Would you tally how many lines in the records include the word "align"? Reply with the number only.

*-*-*

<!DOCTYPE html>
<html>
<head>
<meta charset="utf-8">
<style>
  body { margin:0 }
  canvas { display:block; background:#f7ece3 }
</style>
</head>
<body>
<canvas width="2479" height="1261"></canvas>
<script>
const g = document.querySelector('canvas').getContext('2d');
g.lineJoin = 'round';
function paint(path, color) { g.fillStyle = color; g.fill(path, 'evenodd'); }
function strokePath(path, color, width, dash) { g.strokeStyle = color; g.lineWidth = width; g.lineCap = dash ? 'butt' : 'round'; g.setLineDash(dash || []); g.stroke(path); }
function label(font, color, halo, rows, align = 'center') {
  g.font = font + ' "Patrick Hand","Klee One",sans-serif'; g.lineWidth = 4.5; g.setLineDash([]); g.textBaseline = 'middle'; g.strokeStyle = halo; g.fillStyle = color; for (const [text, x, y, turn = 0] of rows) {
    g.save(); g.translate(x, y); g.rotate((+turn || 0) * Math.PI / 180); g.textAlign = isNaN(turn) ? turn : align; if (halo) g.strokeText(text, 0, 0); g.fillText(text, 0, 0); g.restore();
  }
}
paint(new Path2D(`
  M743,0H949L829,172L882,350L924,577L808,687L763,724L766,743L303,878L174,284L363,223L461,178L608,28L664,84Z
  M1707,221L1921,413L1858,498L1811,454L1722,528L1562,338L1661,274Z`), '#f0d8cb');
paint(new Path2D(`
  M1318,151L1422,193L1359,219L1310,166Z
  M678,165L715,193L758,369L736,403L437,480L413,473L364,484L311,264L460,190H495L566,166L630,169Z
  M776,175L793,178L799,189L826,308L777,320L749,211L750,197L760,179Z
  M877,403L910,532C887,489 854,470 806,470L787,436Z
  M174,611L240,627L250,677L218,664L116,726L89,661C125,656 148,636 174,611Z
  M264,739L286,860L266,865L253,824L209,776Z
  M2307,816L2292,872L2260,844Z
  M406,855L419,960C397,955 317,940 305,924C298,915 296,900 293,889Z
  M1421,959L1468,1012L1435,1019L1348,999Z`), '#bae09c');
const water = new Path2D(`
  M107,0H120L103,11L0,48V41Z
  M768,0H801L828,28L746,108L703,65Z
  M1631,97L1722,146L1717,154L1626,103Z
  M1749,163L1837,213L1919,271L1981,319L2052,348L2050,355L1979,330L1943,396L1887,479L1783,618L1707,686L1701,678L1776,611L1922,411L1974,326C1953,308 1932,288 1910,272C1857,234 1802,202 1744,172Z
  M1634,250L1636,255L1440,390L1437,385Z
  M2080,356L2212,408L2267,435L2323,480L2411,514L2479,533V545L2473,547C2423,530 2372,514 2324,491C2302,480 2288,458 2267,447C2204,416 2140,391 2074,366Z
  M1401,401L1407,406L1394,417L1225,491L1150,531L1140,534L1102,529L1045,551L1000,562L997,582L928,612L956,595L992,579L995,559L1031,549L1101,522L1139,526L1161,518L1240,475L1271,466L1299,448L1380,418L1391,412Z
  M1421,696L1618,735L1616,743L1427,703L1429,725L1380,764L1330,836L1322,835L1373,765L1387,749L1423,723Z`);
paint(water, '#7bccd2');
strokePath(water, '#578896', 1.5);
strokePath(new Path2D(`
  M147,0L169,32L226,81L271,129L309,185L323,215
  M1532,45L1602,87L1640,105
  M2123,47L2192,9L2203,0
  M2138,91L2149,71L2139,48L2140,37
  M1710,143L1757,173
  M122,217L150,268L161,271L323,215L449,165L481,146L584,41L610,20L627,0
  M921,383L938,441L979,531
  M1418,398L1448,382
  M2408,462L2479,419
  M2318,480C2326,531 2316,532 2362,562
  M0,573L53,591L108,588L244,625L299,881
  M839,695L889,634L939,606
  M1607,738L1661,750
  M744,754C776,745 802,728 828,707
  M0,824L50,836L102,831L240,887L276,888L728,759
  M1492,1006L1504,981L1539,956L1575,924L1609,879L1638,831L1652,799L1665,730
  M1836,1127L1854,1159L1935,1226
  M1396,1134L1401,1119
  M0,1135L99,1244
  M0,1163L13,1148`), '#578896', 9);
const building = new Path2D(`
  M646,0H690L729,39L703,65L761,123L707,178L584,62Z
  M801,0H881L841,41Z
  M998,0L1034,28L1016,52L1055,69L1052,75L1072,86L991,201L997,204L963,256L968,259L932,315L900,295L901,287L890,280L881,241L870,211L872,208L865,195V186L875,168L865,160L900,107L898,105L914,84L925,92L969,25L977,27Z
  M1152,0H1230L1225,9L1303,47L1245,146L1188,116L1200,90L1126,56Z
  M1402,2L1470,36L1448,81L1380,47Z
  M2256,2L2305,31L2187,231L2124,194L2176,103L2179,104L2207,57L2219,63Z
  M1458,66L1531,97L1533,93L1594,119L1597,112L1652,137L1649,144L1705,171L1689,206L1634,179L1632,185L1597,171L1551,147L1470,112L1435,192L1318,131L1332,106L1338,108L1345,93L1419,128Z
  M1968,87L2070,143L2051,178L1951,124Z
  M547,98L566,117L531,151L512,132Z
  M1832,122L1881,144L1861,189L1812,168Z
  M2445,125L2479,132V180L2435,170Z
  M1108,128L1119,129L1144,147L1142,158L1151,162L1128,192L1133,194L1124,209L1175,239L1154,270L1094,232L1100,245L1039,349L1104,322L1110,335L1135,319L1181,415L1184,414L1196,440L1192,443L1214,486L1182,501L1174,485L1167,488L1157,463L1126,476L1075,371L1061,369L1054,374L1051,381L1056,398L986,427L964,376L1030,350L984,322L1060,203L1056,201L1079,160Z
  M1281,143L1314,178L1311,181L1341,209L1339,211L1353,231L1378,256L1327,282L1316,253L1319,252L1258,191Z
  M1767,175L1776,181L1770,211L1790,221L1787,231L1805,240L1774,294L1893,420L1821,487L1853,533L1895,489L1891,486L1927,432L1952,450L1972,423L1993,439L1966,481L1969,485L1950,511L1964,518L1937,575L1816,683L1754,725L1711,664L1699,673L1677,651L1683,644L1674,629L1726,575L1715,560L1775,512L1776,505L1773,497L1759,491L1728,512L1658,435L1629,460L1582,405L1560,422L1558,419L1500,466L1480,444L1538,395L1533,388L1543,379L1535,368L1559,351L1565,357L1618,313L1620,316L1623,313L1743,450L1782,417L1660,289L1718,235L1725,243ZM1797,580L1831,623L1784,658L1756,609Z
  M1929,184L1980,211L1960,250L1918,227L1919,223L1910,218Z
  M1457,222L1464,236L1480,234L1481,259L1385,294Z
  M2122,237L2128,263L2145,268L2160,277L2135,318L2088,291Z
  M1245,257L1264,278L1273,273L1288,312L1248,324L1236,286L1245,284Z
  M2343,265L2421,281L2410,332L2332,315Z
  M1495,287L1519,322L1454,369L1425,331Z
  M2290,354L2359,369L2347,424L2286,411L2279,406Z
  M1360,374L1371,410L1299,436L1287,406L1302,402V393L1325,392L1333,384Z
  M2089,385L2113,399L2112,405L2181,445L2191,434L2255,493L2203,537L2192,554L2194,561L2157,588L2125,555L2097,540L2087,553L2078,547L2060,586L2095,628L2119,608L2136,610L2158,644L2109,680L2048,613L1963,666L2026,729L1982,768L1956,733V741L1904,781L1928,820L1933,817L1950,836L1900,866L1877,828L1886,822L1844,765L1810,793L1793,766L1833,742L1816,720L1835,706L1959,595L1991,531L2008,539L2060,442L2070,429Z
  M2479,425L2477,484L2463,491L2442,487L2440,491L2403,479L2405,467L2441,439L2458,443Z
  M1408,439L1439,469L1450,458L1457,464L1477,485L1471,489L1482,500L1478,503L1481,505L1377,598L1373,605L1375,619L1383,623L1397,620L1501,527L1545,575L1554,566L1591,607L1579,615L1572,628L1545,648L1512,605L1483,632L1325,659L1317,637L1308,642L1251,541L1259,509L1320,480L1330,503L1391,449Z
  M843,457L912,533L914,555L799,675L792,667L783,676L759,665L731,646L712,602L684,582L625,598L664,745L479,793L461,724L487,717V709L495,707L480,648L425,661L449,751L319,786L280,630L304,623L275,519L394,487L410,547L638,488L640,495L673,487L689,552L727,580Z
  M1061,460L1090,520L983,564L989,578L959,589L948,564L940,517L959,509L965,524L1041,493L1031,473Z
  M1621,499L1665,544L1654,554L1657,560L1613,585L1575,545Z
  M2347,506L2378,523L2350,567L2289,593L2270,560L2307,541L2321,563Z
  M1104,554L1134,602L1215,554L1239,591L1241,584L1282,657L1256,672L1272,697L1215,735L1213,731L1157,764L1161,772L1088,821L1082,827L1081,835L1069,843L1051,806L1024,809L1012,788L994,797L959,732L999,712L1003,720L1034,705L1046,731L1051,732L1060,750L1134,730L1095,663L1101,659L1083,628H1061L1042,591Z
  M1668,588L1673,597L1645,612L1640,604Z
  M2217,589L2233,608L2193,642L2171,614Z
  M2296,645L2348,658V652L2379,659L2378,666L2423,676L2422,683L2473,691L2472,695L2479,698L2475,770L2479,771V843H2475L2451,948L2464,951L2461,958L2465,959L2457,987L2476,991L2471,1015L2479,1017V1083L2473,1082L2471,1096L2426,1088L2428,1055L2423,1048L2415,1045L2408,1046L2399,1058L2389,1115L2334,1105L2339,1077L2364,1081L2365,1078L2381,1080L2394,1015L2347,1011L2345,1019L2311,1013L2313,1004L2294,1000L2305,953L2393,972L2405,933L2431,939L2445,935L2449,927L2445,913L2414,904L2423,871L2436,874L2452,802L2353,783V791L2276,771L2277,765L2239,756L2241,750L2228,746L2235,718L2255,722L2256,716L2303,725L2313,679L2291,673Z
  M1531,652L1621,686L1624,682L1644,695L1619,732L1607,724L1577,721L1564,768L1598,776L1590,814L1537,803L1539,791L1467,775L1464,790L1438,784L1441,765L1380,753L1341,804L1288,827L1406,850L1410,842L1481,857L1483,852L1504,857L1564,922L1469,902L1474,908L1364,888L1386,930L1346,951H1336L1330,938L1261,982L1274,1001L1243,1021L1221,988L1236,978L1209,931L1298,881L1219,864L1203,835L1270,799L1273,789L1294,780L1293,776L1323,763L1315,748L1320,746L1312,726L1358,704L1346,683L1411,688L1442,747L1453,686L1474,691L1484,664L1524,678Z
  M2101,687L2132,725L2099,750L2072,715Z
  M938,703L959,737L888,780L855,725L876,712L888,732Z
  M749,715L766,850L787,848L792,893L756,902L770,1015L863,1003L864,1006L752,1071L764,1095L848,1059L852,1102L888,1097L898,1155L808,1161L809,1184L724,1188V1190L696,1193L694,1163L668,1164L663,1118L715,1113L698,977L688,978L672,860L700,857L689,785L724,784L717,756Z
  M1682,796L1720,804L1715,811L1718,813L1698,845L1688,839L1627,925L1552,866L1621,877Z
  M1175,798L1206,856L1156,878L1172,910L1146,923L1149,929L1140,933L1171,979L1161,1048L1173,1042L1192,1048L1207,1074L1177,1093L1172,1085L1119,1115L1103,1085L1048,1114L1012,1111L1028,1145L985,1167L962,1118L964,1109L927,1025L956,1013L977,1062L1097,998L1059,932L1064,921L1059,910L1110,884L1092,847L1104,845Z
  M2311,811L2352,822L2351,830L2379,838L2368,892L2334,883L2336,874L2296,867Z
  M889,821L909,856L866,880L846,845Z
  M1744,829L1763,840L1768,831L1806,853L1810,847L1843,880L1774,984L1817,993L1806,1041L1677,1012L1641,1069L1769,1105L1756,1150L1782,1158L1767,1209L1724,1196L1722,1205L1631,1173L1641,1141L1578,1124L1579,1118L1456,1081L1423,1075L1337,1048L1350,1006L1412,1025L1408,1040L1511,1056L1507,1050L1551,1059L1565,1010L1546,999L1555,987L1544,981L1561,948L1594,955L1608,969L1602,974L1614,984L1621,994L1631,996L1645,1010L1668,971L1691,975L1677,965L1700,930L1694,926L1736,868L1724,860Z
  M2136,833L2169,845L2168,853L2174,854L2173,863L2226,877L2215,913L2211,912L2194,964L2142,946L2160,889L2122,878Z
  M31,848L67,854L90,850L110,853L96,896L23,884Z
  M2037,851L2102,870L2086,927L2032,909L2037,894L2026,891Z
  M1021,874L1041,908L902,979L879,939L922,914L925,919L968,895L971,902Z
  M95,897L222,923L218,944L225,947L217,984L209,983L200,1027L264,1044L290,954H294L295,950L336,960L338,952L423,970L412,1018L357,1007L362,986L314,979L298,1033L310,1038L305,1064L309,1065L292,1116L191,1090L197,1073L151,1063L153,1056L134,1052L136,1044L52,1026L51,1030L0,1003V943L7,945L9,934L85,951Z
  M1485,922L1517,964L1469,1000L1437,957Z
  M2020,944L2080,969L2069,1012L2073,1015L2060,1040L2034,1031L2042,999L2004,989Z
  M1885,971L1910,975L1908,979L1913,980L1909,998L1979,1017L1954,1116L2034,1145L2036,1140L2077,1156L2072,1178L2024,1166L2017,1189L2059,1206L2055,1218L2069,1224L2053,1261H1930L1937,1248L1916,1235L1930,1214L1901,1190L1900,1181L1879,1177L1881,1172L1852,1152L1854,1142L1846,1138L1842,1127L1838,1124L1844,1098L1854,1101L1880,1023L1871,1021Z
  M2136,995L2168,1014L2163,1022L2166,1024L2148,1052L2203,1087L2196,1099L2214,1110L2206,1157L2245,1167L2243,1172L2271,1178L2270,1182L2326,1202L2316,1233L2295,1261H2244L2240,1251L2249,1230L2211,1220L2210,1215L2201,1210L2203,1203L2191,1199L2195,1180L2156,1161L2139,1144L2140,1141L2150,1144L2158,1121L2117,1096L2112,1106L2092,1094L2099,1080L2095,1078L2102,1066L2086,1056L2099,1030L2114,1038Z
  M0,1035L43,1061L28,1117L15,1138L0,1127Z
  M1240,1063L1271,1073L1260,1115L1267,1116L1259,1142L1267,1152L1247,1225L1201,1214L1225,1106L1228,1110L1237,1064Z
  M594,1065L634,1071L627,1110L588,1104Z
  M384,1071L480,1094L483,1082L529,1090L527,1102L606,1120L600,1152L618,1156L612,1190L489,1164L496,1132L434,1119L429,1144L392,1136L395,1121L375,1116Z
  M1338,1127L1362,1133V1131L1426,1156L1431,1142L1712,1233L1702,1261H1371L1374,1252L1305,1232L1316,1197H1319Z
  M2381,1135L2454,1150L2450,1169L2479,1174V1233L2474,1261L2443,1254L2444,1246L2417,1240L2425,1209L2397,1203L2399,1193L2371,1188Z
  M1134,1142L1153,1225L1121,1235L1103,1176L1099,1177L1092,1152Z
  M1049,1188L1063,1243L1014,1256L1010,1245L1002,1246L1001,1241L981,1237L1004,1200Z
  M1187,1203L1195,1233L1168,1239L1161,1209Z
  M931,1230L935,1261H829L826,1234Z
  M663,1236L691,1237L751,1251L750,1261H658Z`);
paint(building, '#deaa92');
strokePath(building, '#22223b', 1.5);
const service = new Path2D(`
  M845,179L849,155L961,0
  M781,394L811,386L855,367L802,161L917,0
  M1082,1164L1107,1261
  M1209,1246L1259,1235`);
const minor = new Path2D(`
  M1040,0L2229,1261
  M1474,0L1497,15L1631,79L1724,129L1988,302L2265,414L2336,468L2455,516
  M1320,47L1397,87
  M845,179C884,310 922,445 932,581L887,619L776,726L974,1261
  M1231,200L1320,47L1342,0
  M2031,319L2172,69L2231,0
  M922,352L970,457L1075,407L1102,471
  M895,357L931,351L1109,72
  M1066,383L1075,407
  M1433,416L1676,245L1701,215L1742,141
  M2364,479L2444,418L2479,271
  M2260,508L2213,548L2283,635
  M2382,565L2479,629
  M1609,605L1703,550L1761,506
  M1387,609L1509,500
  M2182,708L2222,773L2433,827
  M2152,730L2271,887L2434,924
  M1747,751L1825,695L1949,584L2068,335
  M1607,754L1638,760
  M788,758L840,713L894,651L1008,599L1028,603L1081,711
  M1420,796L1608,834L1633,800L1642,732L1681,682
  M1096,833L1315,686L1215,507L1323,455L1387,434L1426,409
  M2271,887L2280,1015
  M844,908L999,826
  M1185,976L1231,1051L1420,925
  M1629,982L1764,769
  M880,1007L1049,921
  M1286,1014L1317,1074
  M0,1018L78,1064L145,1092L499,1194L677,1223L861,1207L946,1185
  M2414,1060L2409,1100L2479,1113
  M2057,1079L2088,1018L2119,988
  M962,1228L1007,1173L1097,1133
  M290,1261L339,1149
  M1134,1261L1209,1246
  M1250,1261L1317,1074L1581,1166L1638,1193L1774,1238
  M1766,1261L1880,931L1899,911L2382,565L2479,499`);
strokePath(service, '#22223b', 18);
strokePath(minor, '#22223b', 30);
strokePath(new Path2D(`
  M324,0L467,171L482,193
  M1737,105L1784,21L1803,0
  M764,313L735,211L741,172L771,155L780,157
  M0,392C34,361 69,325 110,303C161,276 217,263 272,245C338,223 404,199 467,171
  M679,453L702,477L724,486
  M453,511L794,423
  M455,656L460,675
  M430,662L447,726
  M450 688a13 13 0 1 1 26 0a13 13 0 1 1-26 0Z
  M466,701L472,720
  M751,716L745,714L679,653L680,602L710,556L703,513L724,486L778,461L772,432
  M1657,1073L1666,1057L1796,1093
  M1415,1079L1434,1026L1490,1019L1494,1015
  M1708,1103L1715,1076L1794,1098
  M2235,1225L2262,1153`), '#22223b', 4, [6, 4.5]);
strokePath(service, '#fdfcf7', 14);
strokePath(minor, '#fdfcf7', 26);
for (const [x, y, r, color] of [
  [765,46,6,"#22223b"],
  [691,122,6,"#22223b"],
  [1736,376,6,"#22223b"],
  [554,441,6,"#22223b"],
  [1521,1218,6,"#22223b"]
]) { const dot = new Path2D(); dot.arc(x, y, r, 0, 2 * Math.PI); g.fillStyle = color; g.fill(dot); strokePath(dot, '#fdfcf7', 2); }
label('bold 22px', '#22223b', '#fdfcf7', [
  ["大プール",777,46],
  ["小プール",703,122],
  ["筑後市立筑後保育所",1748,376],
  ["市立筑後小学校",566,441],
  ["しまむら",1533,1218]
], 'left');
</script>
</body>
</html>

*-*-*

● ANSWER TO THE EXERCISE: 2